Giant is at the Public Theater through December 16.

Golden Child
On the Great White Way, A Christmas Story is milking its wincingly iconic “holiday dinner in a Chinese restaurant” scene (“Deck de harr wit bow of horry!”) for big, coarse laughs. If that makes you just a tad uncomfortable — and in my opinion, it kinda should — I recommend you salve your racial guilt and seek an Off Broadway karma-correction at Golden Child, David Henry Hwang’s oft-comic drama about another family in transition. The Engs — patriarch Tieng Bin (Greg Watanabe, broad but sincere) and his three wives (Julyana Soelistyo, Lesley Hu, and a nefarious Jennifer Lim) — are an influential clan in 1918 China. Tieng Bin’s a merchant, a traveler, and what passes for an internationalist in his still-semi-feudal society. He’s intrigued by Baines (king imp Matthew Maher), an awkward English missionary whose broken Chinese is represented here in broken English. Is it time to end the barbaric practice of foot-binding before it cripples his daughter Ahn (Annie Q)? Is it time to choose just one wife — perhaps the third and youngest, Eling (Hu), the one he loves romantically, decadently, not out of duty but for the pleasure of loving alone — from among the three in his harem? “Modern” as he is, Tieng Bin has a dangerous habit of underestimating the women in his household. While he’s torn, his scheming Second Wife (Lim, both deliciously villainous and deeply sympathetic) uses the power vacuum in an attempt to topple First Wife (a devastatingly restrained Soelistyo).

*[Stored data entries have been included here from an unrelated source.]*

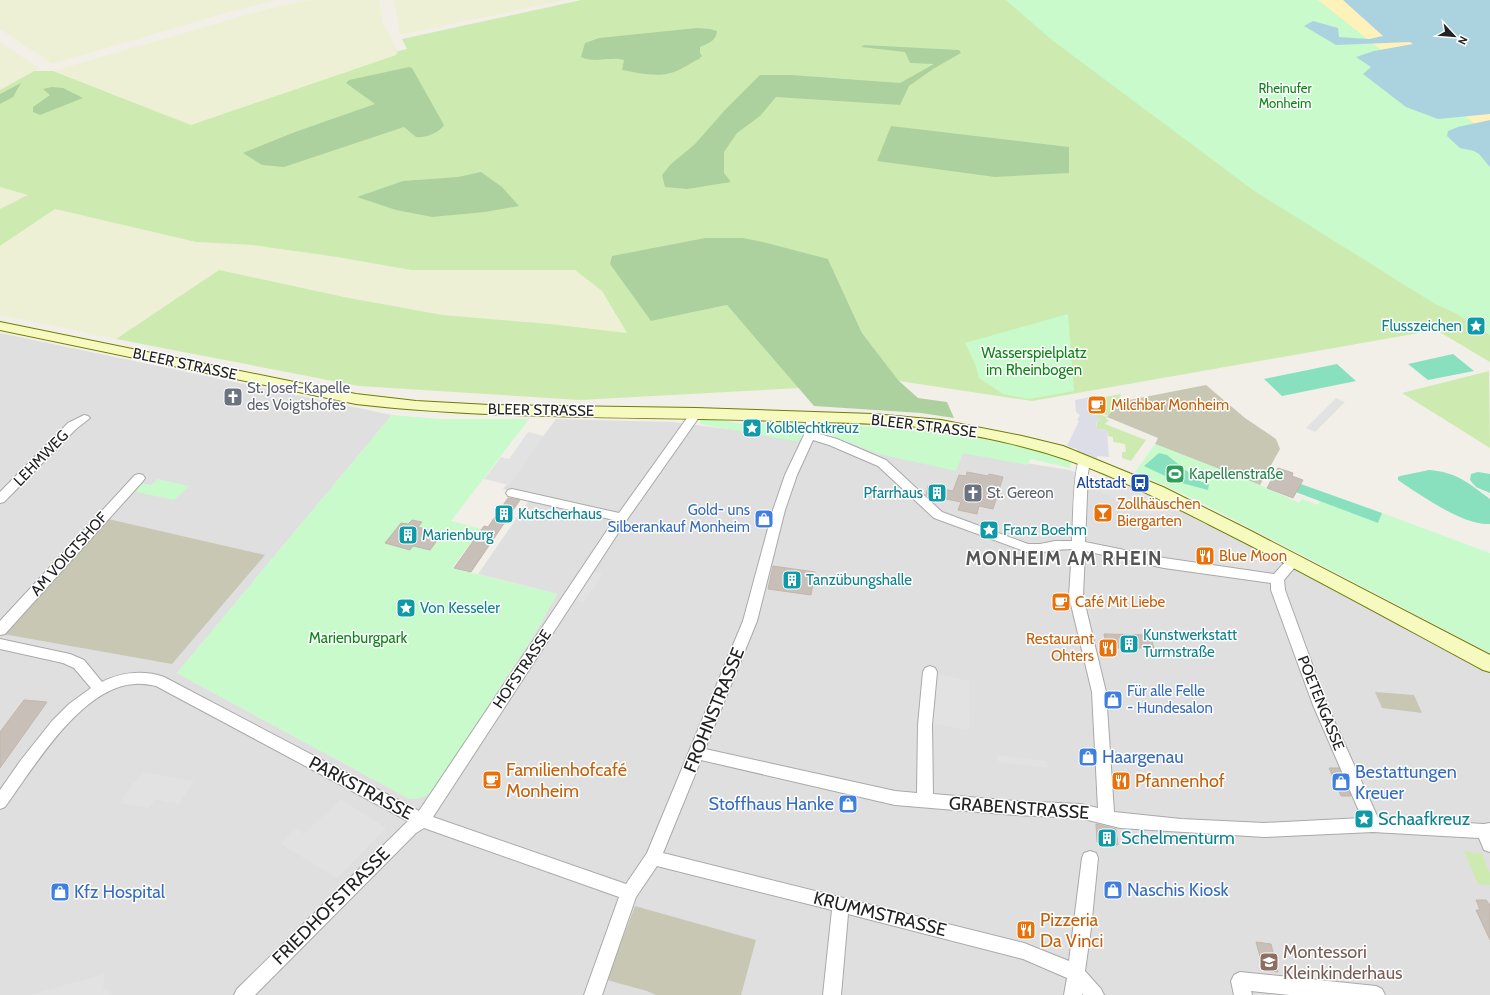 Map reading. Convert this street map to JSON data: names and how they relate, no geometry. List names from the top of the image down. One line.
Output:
{"streets":{"street":["BLEER STRASSE","LEHMWEG","AM VOIGTSHOF","HOFSTRASSE","POETENGASSE","FROHNSTRASSE","PARKSTRASSE","GRABENSTRASSE","FRIEDHOFSTRASSE","KRUMMSTRASSE"]},"crossings":[["BLEER STRASSE","HOFSTRASSE"],["BLEER STRASSE","FROHNSTRASSE"],["HOFSTRASSE","PARKSTRASSE"],["HOFSTRASSE","FRIEDHOFSTRASSE"],["POETENGASSE","GRABENSTRASSE"],["FROHNSTRASSE","PARKSTRASSE"],["FROHNSTRASSE","GRABENSTRASSE"],["FROHNSTRASSE","KRUMMSTRASSE"],["PARKSTRASSE","FRIEDHOFSTRASSE"]],"districts":["MONHEIM AM RHEIN"],"parks":["Rheinufer Monheim","Wasserspielplatz im Rheinbogen","Marienburgpark"],"places":{"place":["Flusszeichen","Kolblechtkreuz","Franz Boehm","Von Kesseler","Schaafkreuz"],"church":["St. Josef-Kapelle des Voigtshofes","St. Gereon"],"cafe":["Milchbar Monheim","Café Mit Liebe","Familienhofcafé Monheim"],"sports":["Kapellenstraße"],"bus stop":["Altstadt"],"building":["Pfarrhaus","Kutscherhaus","Marienburg","Tanzübungshalle","Kunstwerkstatt Turmstraße","Schelmenturm"],"bar":["Zollhäuschen Biergarten"],"shop":["Gold- uns Silberankauf Monheim","Für alle Felle - Hundesalon","Haargenau","Bestattungen Kreuer","Stoffhaus Hanke","Naschis Kiosk","Kfz Hospital"],"restaurant":["Blue Moon","Restaurant Ohters","Pfannenhof","Pizzeria Da Vinci"],"school or university":["Montessori Kleinkinderhaus"]},"north":"bottom right"} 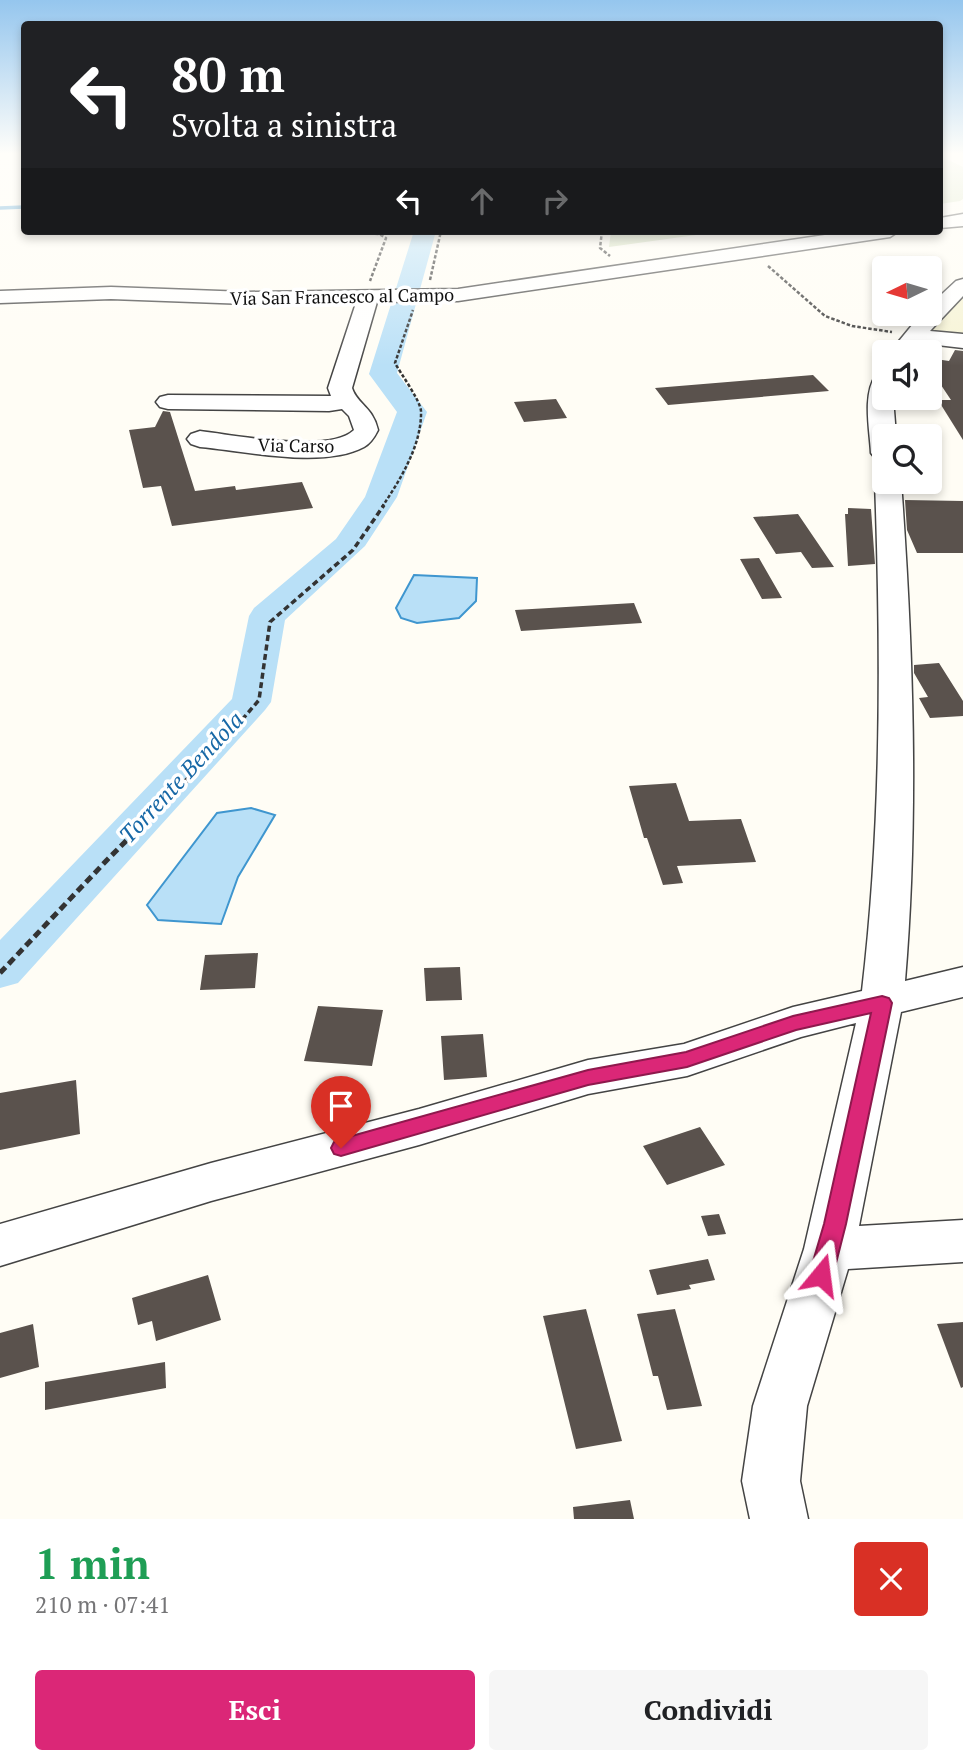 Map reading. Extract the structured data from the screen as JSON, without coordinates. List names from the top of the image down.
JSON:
{
  "streets": {
    "street": ["Via San Francesco al Campo", "Via Carso"]
  },
  "water": ["Torrente Bendola"],
  "north": "left",
  "page": {
    "turn": ["80 m", "Svolta a sinistra"],
    "heading": ["1 min", "210 m · 07:41"],
    "buttons": ["Esci", "Condividi"]
  }
} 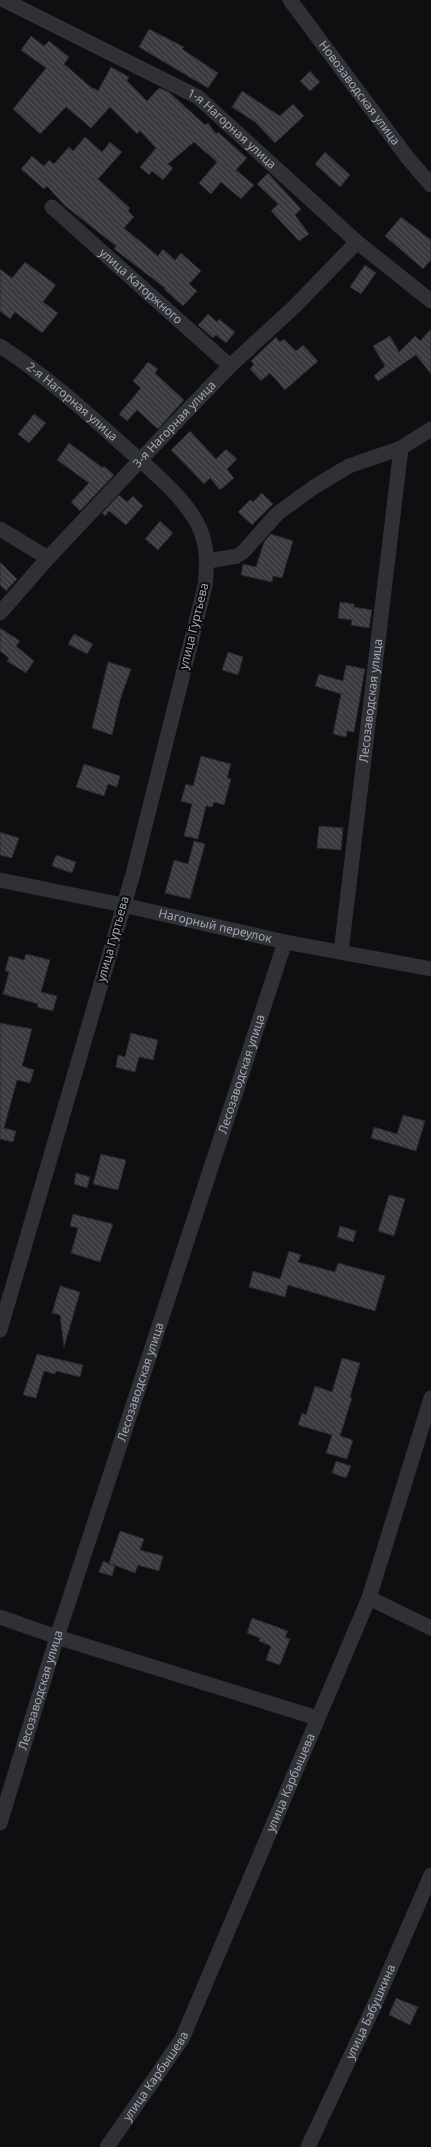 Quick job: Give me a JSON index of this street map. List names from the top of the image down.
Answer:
{
  "streets": {
    "street": [
      "Новозаводская улица",
      "1-я Нагорная улица",
      "улица Каторжного",
      "2-я Нагорная улица",
      "3-я Нагорная улица",
      "улица Гуртьева",
      "Лесозаводская улица",
      "Нагорный переулок",
      "улица Карбышева",
      "улица Бабушкина"
    ]
  },
  "crossings": [
    ["1-я Нагорная улица", "3-я Нагорная улица"],
    ["улица Каторжного", "3-я Нагорная улица"],
    ["2-я Нагорная улица", "3-я Нагорная улица"],
    ["2-я Нагорная улица", "улица Гуртьева"],
    ["улица Гуртьева", "Нагорный переулок"],
    ["Лесозаводская улица", "Нагорный переулок"]
  ]
} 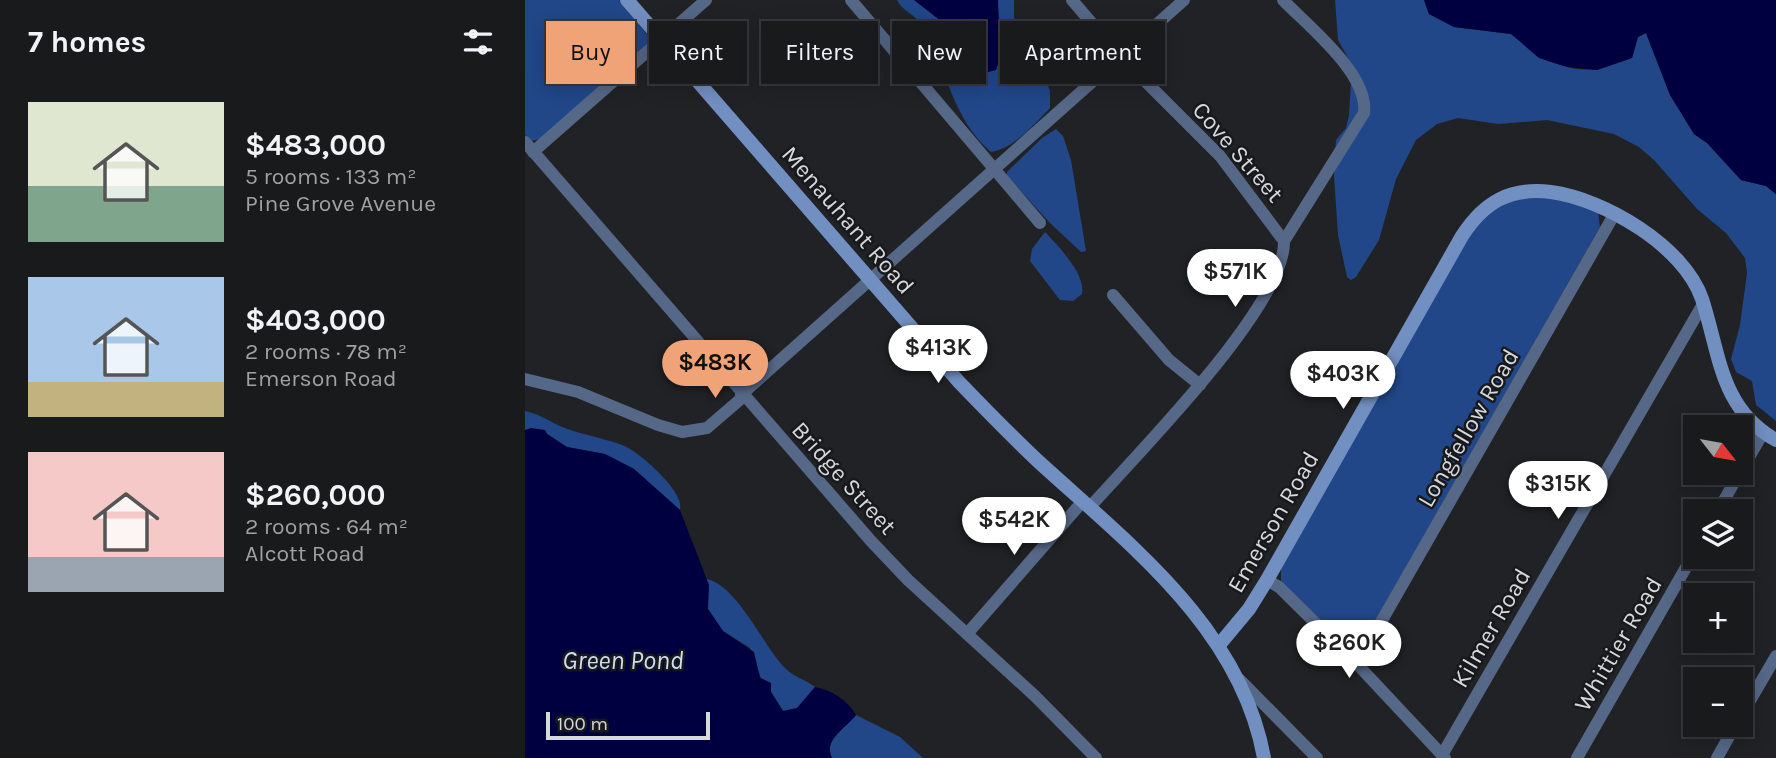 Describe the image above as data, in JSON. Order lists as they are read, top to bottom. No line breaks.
{"streets":{"main road":["Menauhant Road","Emerson Road"],"street":["Cove Street","Longfellow Road","Bridge Street","Kilmer Road","Whittier Road"]},"crossings":[["Menauhant Road","Emerson Road"],["Longfellow Road","Emerson Road"]],"water":["Green Pond"],"scale_bar":"100 m","north":"bottom right","page":{"heading":"7 homes","chip":["Buy","Rent","Filters","New","Apartment"],"list":[{"name":"$483,000","note":"5 rooms · 133 m² · Pine Grove Avenue"},{"name":"$403,000","note":"2 rooms · 78 m² · Emerson Road"},{"name":"$260,000","note":"2 rooms · 64 m² · Alcott Road"}],"price":["$571K","$413K","$483K","$403K","$315K","$542K","$260K"],"map_buttons":["+","−"],"scale":"100 m"}} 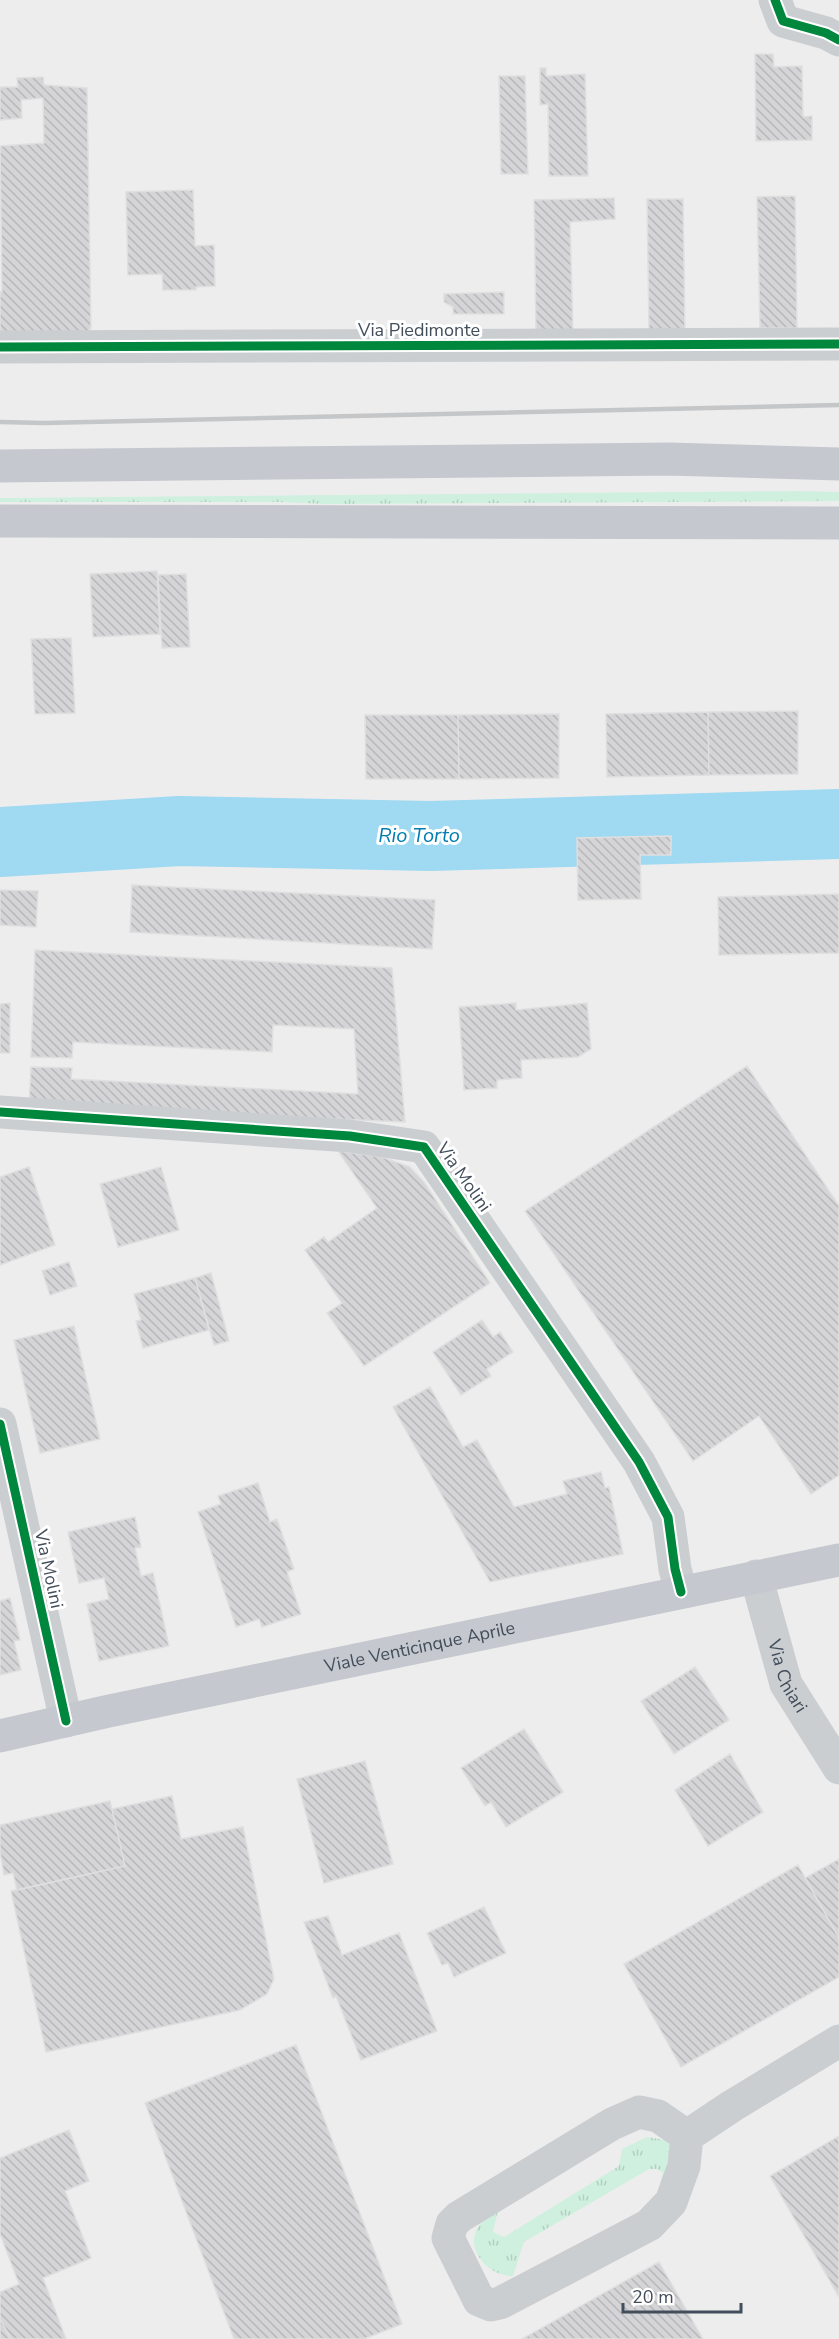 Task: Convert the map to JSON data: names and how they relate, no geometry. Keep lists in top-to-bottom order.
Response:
{
  "streets": {
    "main road": ["Viale Venticinque Aprile"],
    "street": ["Via Piedimonte", "Via Molini", "Via Chiari"]
  },
  "crossings": [
    ["Via Molini", "Viale Venticinque Aprile"],
    ["Viale Venticinque Aprile", "Via Chiari"]
  ],
  "water": ["Rio Torto"],
  "scale_bar": "20 m"
}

Golden Child is told as flashback, through Ahn as an old woman, in stark bright colors. Leigh Silverman directs it as a series of almost-gaudy, Bible-story pictorials, and this proves startlingly effective (even though the highly presentational style — somewhere between living-room naturalism and Peking Opera — takes a bit of getting used to). It lacks the epic scope of Giant, but this, too, is a tale of fate’s cruel habit of divesting the mighty, a story of lords caught between personal fulfillment and demands of responsibility far bigger than their little lives. No one is spared: The pliable are bent; the rigid are snapped. But what matters is that the survivors tell the tale, and those who survive them hear it. This, Hwang suggests, is a kind of religion in itself, though not the kind that accounts for prayers answered or faith redeemed. Just the kind that keeps track of the dead and moves the living a little further down the trail.

Golden Child is at the Signature Center through December 16.